* _Stored data_
=== Begin Enclosure ===

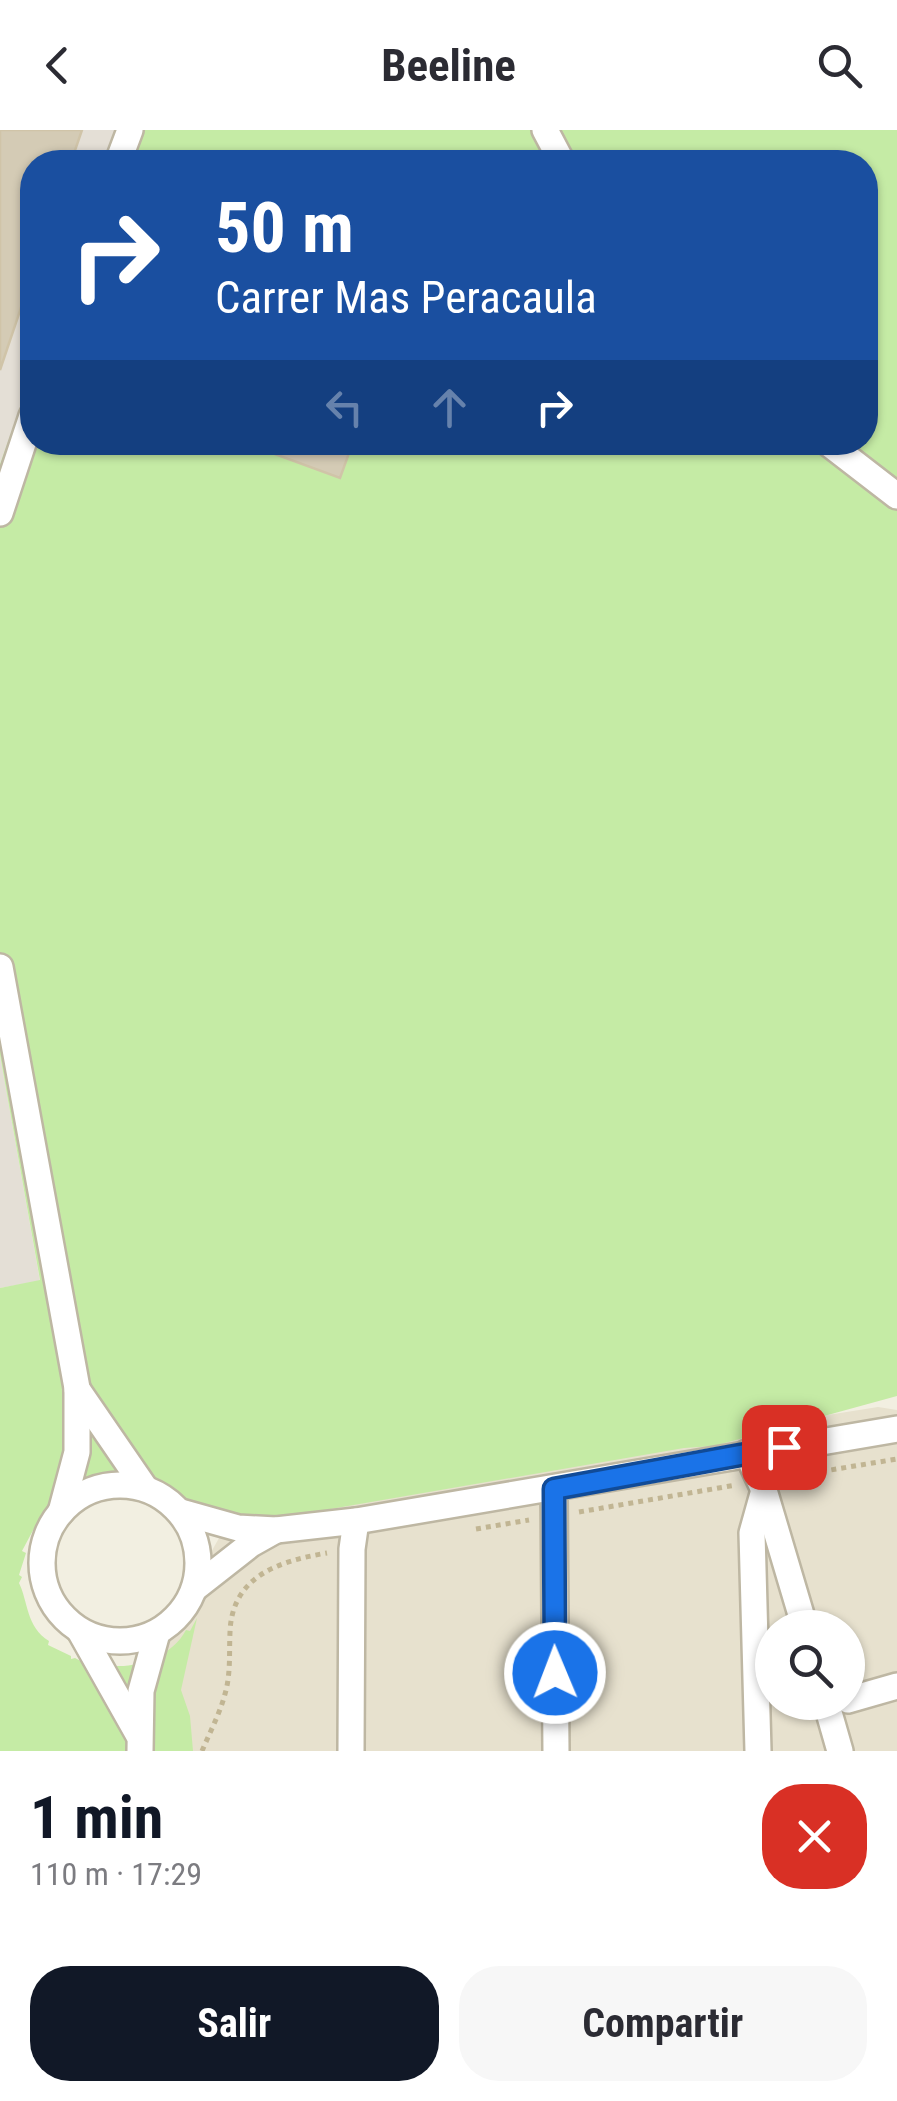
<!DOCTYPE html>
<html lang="es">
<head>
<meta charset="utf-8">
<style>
	:root { --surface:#fff; --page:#f7f7f7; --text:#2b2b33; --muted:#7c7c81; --accent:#111827 }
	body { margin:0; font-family:"Roboto Condensed",sans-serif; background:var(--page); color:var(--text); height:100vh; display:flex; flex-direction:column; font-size:38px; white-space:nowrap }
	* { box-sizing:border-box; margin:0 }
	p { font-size:32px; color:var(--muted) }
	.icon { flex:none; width:55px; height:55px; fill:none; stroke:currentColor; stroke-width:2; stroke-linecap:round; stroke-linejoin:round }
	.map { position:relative; height:1621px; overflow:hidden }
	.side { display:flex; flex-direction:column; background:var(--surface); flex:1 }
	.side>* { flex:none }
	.top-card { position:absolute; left:20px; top:20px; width:858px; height:305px; border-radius:40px; box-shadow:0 2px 8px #0004; background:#1a4fa0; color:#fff; overflow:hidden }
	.tools { position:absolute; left:755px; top:1480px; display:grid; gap:20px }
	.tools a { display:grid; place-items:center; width:110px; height:110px; border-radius:50%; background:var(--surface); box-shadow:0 2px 8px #0004; font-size:50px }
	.pin { position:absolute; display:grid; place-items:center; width:85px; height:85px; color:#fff; margin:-42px; border-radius:20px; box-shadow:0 5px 15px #0006 }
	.me { position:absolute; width:110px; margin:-55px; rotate:359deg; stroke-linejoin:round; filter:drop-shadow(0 0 8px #0008) }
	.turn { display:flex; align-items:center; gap:35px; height:210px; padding:0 30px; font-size:45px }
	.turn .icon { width:130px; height:130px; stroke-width:2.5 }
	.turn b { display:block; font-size:70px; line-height:85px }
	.lanes { display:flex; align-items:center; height:95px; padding:0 30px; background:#0003; justify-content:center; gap:50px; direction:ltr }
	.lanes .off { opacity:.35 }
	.round { display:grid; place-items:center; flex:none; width:105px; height:105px; border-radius:40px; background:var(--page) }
	.headline { display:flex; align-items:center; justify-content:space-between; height:170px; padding:0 30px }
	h1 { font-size:60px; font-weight:700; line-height:75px; color:var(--accent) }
	.action { display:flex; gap:20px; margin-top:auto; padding:20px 30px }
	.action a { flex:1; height:115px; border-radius:40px; background:var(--accent); color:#fff; font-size:40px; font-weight:700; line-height:115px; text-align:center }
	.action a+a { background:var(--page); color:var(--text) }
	header { display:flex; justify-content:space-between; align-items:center; height:130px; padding:0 30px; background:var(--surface); font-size:45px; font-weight:700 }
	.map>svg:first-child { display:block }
	.residential { fill:#e7e1ce; fill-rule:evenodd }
	.industrial { fill:#e4dfd6 }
	.green { fill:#c5eba5 }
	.building { fill:#d4cbb5; stroke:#d0c4a8; stroke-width:2.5 }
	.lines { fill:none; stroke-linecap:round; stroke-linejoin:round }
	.minor-casing { stroke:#beb7a3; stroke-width:30 }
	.path { stroke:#c1b593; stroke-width:5; stroke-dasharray:5 5; stroke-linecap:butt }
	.minor { stroke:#fff; stroke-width:25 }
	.route-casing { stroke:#114b97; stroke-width:25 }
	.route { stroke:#1a73e8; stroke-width:18 }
</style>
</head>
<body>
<header><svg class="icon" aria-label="back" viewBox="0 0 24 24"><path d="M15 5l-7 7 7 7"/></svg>Beeline<svg class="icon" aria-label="search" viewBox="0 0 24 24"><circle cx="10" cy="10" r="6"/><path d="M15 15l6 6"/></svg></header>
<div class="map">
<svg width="897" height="1621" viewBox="0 0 897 1621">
	<rect width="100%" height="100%" fill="#f2efe1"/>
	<path class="residential" d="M 878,1277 L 897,1280 L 897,1621 L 98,1621 L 235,1380 ZM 772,1498 L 848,1498 L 848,1572 L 772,1572 Z"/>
	<g class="industrial">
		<path d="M 0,0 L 119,0 L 107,32 L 32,32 L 32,244 L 0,334 Z"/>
		<path d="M 0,925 L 40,1151 L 0,1158 Z"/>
	</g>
	<path class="green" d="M 119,0 L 897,0 L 897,1266 L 714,1316 L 684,1318 L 290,1386 L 195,1398 L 176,1376 L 133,1354 L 131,1357 L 112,1352 L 110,1355 L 99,1354 L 92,1359 L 78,1360 L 51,1381 L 48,1379 L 43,1389 L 38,1391 L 22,1421 L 26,1423 L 19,1445 L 22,1447 L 19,1453 C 28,1471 26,1497 49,1511 L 48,1515 L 71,1526 L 71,1529 L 75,1528 L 94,1538 L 115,1540 L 117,1536 C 140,1537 173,1525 186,1500 L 190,1501 L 197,1488 L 181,1560 L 190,1586 L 193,1621 L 0,1621 L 0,1158 L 40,1150 L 0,925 L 0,334 L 32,244 L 32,312 L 865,312 L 865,32 L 107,32 Z"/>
	<g class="building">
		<path d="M 0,0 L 82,0 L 71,32 L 32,32 L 32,145 L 0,240 Z"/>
		<path d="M 242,312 L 353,312 L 340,348 Z"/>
	</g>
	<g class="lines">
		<g class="minor-casing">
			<g id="minor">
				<path d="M 545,0 L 562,32"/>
				<path d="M 118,32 L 130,0"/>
				<path d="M 827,312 L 897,366"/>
				<path d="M 0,383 L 32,286"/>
				<path d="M 0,837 L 77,1258 L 77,1322 L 61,1382"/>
				<path d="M 77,1259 L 145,1358"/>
				<path d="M 747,1323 L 764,1360 L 805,1498"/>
				<circle cx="120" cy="1433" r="78"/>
				<path d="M 554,1359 L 556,1621"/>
				<path d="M 181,1382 L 238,1398 L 276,1400 L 356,1391 L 897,1299"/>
				<path d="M 195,1458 L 251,1414 L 276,1400"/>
				<path d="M 80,1501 L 138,1604"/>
				<path d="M 848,1570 L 897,1556"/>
				<path d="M 826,1572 L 840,1621"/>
				<path d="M 140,1621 L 141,1561 L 157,1503"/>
				<path d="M 351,1621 L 352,1419 L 356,1391"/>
				<path d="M 758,1621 L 752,1403 L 764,1360"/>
			</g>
		</g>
		<g class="path">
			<path d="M 782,1348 L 897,1329"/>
			<path d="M 579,1382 L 736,1355"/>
			<path d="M 476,1399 L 529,1390"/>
			<path d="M 202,1621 C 210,1602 220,1583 225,1564 C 231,1543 229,1523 230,1502 C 232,1446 279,1431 327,1423"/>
		</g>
		<use href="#minor" class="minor"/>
	</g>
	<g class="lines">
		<g class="route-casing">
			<path id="route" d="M 555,1543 L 554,1359 L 784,1317"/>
		</g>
		<use href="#route" class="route"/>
	</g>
</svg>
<div class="tools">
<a><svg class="icon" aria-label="search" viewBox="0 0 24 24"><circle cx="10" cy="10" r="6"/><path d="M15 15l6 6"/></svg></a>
</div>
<div class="pin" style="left:784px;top:1317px;background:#d93025"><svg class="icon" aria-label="arrive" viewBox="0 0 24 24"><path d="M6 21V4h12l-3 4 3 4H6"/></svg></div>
<svg class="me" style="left:555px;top:1543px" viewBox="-20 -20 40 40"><circle r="17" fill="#1a73e8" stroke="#fff" stroke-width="3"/><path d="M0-11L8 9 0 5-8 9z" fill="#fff"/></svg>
<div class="top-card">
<div class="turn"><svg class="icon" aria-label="right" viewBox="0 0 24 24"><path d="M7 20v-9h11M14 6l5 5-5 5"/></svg><div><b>50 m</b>Carrer Mas Peracaula</div></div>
<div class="lanes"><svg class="icon off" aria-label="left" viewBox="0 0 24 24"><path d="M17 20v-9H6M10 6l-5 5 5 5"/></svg><svg class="icon off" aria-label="ahead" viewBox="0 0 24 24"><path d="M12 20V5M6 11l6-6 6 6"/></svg><svg class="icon" aria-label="right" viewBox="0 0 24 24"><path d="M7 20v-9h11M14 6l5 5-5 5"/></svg></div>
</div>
</div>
<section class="side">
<div class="headline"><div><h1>1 min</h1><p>110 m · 17:29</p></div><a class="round" style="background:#d93025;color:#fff"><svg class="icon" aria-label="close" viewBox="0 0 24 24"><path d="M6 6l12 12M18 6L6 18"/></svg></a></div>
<div class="action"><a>Salir</a><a>Compartir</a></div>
</section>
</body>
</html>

=== End Enclosure ===

* _TASK OBJECTIVE_
From the records above, copy every line that holds the word "overflow".

* _RESULT OF THE TASK_
	.map { position:relative; height:1621px; overflow:hidden }
	.top-card { position:absolute; left:20px; top:20px; width:858px; height:305px; border-radius:40px; box-shadow:0 2px 8px #0004; background:#1a4fa0; color:#fff; overflow:hidden }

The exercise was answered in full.